[Start of Attachment]
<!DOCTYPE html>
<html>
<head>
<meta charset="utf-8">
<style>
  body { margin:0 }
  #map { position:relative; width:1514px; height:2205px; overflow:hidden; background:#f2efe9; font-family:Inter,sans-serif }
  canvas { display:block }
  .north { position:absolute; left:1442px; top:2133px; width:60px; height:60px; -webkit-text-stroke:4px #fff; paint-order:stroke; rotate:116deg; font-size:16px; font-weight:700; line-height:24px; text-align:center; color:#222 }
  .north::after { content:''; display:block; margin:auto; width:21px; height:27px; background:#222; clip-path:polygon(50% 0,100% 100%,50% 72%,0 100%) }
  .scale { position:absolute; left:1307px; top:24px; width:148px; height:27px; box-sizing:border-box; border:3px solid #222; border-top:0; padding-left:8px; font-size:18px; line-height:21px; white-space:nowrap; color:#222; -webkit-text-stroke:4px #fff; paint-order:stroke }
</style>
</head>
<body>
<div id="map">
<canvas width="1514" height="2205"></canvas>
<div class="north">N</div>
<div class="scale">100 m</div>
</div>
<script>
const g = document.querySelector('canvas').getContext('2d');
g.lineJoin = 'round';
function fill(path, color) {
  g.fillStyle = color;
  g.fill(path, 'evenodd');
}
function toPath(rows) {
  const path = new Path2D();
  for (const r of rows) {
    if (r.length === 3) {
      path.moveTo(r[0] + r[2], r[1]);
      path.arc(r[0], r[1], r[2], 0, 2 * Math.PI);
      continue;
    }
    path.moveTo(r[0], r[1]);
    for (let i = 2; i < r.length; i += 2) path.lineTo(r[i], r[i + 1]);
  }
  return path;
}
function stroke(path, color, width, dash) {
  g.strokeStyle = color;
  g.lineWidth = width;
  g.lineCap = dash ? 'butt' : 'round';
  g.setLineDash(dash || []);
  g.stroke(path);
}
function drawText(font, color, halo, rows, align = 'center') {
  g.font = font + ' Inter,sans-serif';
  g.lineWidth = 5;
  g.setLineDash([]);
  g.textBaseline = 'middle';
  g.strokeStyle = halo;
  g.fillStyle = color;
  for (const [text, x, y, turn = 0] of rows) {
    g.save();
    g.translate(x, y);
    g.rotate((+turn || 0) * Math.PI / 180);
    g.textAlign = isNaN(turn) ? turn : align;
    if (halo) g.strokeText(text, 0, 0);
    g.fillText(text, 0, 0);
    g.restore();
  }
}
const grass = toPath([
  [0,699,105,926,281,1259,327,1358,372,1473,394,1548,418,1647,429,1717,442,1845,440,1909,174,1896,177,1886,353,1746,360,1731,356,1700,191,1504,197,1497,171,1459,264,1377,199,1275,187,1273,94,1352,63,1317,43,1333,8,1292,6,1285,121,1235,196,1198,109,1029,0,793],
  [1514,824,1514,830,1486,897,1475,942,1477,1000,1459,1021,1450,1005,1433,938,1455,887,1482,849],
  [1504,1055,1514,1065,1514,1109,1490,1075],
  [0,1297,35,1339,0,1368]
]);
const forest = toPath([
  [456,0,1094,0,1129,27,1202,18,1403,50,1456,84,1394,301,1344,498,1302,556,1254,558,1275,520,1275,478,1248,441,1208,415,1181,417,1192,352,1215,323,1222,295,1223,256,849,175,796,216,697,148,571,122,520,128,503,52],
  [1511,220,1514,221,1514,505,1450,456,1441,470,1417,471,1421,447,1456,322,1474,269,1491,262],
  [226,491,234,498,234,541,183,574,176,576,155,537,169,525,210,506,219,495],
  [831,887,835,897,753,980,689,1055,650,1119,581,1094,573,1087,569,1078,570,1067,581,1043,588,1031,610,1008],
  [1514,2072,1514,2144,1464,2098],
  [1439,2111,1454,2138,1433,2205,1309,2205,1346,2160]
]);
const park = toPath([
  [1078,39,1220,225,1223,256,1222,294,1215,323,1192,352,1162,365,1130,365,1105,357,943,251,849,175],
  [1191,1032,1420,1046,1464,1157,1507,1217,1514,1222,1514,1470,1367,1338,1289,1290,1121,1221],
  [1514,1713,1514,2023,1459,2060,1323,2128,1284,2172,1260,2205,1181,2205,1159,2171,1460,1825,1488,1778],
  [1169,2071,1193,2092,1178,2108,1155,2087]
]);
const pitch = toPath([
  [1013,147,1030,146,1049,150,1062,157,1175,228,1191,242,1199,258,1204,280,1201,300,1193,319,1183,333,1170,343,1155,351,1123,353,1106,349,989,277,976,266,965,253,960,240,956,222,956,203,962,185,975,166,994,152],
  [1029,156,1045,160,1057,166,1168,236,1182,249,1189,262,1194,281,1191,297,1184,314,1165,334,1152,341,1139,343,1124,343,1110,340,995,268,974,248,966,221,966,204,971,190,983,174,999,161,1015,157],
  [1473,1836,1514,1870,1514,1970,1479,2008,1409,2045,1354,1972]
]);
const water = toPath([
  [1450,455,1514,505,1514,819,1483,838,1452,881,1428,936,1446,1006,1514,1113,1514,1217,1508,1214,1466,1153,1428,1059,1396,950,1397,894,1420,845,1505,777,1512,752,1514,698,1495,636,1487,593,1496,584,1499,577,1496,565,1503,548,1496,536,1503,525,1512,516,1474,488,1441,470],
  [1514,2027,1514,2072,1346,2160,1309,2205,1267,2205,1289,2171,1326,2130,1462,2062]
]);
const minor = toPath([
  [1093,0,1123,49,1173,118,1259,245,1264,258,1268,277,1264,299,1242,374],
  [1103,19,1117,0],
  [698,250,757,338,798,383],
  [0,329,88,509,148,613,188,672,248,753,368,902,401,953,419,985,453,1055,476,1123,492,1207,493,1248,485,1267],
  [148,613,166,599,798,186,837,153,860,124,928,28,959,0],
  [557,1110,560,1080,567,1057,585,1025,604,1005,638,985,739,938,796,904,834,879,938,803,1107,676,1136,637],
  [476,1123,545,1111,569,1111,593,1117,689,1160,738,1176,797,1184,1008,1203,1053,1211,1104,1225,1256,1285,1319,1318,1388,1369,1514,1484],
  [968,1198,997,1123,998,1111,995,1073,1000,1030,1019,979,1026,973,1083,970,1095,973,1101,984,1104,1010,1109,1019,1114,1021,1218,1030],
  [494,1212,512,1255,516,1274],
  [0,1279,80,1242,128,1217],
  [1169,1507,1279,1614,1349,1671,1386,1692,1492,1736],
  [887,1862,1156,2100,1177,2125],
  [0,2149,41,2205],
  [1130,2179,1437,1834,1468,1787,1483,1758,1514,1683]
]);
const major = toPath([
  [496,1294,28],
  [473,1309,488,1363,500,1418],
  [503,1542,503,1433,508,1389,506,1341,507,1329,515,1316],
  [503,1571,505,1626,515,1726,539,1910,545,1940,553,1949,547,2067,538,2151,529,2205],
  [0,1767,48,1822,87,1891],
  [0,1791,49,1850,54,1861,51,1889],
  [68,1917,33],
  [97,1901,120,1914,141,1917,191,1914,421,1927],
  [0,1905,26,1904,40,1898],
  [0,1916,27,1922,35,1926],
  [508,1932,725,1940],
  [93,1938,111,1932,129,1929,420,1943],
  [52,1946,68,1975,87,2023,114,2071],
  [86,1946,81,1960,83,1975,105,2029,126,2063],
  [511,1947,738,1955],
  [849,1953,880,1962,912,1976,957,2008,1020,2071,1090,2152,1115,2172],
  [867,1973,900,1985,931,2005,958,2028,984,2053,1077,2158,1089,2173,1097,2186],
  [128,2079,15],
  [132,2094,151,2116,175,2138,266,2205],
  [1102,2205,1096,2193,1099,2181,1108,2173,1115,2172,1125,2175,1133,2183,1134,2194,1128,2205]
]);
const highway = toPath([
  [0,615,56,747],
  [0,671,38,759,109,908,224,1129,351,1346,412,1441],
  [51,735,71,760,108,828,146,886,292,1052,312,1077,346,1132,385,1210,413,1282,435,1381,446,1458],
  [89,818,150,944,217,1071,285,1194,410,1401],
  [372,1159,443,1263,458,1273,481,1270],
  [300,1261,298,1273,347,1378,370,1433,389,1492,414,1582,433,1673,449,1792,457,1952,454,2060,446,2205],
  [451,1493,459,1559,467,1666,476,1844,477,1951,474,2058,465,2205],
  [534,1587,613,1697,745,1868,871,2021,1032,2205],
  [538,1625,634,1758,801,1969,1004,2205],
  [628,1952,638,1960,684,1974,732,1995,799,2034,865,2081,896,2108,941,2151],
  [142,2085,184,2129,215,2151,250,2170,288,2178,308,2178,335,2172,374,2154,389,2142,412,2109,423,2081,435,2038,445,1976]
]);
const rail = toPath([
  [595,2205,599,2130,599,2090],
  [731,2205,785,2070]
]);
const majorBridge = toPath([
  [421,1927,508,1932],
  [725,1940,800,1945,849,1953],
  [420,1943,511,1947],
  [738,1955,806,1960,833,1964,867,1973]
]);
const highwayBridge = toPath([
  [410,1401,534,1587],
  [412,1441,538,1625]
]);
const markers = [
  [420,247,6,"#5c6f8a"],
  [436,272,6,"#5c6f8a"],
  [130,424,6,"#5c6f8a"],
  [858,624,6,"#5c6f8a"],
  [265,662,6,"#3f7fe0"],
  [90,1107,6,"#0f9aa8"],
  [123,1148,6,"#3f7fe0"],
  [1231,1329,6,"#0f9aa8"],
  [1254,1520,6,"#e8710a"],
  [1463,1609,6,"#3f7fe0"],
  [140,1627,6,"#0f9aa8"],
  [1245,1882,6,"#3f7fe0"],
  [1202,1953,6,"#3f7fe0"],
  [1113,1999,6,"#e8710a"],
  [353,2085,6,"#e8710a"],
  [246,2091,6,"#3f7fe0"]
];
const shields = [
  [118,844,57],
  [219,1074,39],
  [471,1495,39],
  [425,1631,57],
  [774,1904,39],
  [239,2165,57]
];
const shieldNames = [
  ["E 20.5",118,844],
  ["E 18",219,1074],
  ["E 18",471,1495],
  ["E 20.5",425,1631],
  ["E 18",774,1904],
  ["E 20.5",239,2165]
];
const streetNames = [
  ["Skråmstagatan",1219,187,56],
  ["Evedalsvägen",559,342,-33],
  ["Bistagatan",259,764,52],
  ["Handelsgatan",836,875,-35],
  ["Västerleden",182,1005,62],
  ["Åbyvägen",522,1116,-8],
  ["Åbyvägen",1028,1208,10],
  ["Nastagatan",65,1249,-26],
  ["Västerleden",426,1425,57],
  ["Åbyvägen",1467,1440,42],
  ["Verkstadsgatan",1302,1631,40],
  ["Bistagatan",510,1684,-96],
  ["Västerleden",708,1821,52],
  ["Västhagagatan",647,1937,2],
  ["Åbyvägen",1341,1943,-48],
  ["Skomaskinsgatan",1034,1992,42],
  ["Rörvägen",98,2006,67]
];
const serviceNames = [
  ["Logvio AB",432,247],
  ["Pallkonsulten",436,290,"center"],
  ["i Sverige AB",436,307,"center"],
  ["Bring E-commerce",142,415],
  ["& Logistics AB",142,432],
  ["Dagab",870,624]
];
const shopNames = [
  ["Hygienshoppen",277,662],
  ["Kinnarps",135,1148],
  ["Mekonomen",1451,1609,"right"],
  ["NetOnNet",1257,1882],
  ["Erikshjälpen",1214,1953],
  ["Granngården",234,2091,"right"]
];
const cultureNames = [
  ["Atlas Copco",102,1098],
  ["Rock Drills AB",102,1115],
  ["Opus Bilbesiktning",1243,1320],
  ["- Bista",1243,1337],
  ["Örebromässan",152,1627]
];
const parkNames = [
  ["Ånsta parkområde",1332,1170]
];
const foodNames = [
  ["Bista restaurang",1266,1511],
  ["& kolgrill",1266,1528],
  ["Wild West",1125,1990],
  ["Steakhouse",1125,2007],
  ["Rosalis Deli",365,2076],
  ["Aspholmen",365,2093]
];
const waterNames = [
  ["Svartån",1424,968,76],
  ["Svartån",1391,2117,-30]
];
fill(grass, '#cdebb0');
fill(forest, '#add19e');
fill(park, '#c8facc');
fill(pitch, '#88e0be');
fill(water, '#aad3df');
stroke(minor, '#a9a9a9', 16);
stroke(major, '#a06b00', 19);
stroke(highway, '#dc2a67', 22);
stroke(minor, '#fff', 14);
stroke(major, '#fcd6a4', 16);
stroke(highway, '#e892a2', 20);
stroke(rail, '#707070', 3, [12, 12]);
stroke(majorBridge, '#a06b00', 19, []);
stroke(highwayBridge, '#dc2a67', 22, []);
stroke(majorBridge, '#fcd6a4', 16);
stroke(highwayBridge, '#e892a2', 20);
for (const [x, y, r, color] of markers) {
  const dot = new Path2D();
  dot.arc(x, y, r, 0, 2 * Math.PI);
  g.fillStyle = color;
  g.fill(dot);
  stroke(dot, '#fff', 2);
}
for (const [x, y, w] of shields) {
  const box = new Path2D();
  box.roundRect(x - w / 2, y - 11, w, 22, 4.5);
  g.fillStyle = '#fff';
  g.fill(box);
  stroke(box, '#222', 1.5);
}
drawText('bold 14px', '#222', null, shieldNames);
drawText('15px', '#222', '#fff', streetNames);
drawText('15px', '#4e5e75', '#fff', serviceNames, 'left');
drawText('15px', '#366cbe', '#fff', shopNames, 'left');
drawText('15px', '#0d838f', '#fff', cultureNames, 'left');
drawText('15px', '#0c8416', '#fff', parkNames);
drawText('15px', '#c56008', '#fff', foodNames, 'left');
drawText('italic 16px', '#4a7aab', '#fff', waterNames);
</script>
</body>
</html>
[End of Attachment]
▶ _Work to complete_:
Reproduce exactly, and with no other material, the lines between those holding "return path;" and "g.textAlign = isNaN(turn) ? turn : align;", inclusive.

▶ _Result of this exercise_:
  return path;
}
function stroke(path, color, width, dash) {
  g.strokeStyle = color;
  g.lineWidth = width;
  g.lineCap = dash ? 'butt' : 'round';
  g.setLineDash(dash || []);
  g.stroke(path);
}
function drawText(font, color, halo, rows, align = 'center') {
  g.font = font + ' Inter,sans-serif';
  g.lineWidth = 5;
  g.setLineDash([]);
  g.textBaseline = 'middle';
  g.strokeStyle = halo;
  g.fillStyle = color;
  for (const [text, x, y, turn = 0] of rows) {
    g.save();
    g.translate(x, y);
    g.rotate((+turn || 0) * Math.PI / 180);
    g.textAlign = isNaN(turn) ? turn : align;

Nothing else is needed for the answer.